Key to continuing effective military operations post-Brexit is the combined role that the United States and United Kingdom will play in managing the developing situations in the Strait of Hormuz and the Arctic Sea. This week, the Royal Navy ordered warships sent to the Strait of Hormuz to escort and protect British vessels traversing the vital shipping lanes which connect the strategic ports of the region with the rest of the world. The US Navy, meanwhile, announced that its Second Fleet was fully operational and prepared to contend with Russian and Chinese efforts to wrest control of new sea routes in the arctic, which have opened due to the melting of the polar ice cap.
Post-EU, it will be necessary for the United Kingdom and United States to increase military cohesion, particularly in terms of naval codependency, to guarantee that global shipping remains relatively unmolested and that great powers such as Russia and China are not able to overly capitalize on the decreased military reach of the European Union. Thankfully, this alliance is likely to strengthen post-Brexit, as the United Kingdom will be more reliant on ensuring better trade practices with the United States than it has been in the past.

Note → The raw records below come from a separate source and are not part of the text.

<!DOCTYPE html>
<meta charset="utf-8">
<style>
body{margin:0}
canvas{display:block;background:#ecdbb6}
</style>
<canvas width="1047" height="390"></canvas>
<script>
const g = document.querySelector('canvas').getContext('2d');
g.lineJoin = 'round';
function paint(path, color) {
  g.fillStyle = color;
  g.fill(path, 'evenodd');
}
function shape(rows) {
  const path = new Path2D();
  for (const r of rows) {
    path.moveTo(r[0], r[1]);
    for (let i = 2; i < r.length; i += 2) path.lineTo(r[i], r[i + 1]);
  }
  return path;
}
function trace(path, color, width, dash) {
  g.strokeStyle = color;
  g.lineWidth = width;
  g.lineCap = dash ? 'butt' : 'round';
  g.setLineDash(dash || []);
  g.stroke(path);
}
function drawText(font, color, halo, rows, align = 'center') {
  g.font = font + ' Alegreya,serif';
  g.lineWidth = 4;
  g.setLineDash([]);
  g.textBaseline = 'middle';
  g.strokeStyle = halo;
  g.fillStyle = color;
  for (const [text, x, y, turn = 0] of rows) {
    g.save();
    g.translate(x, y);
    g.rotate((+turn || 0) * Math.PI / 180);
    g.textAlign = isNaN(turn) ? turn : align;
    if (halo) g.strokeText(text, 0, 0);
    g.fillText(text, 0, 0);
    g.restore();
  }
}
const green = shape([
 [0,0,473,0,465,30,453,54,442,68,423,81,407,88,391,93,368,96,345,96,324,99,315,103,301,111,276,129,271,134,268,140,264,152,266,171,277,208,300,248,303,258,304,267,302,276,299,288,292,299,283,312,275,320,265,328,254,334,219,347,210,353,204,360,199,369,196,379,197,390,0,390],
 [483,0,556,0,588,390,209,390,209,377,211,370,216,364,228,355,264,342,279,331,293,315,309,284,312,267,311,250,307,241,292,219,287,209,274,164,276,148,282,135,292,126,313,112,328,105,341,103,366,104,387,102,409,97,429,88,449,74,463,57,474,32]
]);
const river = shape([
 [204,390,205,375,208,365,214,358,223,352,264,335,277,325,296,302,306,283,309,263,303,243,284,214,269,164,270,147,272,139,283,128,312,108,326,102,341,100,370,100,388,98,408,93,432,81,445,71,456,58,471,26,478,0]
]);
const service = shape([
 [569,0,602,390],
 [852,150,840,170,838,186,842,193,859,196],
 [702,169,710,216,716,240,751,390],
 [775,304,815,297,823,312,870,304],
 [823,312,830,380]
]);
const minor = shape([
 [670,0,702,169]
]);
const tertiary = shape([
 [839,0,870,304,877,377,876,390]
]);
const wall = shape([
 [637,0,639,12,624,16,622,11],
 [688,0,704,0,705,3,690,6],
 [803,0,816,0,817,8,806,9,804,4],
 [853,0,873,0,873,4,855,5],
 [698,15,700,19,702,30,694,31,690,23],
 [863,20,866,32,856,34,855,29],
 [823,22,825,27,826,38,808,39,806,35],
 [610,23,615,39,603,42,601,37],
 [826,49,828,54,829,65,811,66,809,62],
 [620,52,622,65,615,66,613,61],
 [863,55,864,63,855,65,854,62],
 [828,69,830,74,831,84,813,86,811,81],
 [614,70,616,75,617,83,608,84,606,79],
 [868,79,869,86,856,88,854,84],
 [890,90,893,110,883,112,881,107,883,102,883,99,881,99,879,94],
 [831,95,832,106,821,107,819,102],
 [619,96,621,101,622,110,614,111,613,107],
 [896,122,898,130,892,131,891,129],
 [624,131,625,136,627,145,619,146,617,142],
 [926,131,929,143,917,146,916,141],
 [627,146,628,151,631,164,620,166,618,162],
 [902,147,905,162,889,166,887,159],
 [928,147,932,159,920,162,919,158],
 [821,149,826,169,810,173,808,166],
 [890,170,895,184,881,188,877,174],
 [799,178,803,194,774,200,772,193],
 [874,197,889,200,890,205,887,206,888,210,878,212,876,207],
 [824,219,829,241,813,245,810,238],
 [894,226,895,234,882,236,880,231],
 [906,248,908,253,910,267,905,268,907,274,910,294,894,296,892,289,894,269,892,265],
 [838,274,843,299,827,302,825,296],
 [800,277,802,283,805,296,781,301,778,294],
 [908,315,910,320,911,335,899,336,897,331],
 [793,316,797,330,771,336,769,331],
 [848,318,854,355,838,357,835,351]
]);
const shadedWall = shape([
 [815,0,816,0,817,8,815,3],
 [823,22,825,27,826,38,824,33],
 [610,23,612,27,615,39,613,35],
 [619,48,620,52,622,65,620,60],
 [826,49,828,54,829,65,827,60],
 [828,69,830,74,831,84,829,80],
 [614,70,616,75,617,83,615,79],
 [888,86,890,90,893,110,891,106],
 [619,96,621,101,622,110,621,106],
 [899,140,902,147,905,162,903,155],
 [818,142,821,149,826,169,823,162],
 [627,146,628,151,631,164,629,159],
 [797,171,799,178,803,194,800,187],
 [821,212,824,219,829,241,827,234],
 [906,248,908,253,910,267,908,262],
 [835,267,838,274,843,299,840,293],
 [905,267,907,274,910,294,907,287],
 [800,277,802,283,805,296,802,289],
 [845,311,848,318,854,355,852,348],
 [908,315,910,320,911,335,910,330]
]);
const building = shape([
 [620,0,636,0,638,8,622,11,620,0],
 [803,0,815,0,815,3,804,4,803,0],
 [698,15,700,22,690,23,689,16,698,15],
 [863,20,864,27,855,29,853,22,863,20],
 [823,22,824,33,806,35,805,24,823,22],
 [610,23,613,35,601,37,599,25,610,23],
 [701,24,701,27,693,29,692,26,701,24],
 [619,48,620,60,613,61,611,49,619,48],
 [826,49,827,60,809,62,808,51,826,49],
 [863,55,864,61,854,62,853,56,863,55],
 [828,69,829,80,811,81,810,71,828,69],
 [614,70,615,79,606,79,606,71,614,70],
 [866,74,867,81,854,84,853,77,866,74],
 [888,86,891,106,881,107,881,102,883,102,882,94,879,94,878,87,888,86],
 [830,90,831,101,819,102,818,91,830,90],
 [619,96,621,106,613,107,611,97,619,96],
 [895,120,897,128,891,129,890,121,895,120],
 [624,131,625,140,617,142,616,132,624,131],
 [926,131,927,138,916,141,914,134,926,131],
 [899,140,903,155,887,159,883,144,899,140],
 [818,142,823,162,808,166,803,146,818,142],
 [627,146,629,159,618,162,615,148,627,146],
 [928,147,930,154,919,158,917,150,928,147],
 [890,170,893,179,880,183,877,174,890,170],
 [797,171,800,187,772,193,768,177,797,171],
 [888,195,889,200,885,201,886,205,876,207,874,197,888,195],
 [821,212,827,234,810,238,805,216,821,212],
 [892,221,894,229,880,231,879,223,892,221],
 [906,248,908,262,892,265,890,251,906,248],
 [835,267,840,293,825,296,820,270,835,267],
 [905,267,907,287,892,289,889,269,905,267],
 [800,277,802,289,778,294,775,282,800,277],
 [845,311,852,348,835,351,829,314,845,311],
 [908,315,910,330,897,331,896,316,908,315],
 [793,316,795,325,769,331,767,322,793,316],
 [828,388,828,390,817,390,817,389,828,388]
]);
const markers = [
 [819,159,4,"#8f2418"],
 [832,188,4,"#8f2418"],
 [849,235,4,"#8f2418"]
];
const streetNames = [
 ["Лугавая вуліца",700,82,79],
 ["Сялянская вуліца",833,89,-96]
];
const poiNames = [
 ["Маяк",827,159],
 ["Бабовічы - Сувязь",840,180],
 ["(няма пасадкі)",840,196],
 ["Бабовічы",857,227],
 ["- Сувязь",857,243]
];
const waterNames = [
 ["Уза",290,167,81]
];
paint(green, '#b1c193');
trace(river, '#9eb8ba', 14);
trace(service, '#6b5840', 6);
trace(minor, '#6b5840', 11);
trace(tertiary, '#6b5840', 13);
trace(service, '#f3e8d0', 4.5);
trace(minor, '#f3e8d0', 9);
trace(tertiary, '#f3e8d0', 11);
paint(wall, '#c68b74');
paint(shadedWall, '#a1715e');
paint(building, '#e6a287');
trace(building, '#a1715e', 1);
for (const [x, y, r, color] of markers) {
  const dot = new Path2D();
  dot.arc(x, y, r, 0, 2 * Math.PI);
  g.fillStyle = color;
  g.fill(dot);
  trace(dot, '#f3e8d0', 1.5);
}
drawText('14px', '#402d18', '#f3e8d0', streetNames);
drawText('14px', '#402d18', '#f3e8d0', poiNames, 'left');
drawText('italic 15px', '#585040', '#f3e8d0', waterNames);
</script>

The US drone strike earlier this week, which killed Iranian general Qasem Soleimani, seems to have kickstarted the necessary pushing together of US and UK military interests. Prime Minister Johnson assured the world that the United Kingdom would not lament the death of a terrorist such as Soleimani, thus helping to align the two nations’ messaging on the extrajudicial use of force.
Further, Britain’s departure from the European Union will help to buffer it against increasing encroachments into the battlespace by European courts. Such efforts were decried last year by General David Petraeus (US Army, Ret’d) as needlessly interfering with US-UK joint operations.
Further still, the United States and United Kingdom have combined their resources together to form a coalition designed to mitigate the spread of Russian and Chinese military efforts to weaponize space.
The increased economic and military reciprocation between the United States and the United Kingdom that Brexit will bring about could prove invaluable to creating a new, better alliance to lead the nations of the world in terms of trade and security.
A non-European West?
Brexit is, to be sure, a daunting and at times unsettling prospect. For half a century the world has looked to the European Union as being a unifying voice among the global congregation of nations. In recent years, however, that voice has been unable or unwilling to speak to the needs of the individual nations within its framework.
A clearer voice needs to be heard.
With the proper guidance from diplomats and experts, a renewed Anglo-American alliance could redefine the cultural and political meaning of “The West,” away from Europe and to the isle and across the pond. The need for stability, prosperity, and security, demands that the United Kingdom and United States make the most of Brexit, to forge ahead to a better future in promotion of Western democratic principles and economics.
Brexit is the greatest opportunity the Unites States and United Kingdom have had in 75 years to secure the legitimacy of liberal democracy. Such an opportunity must not be squandered.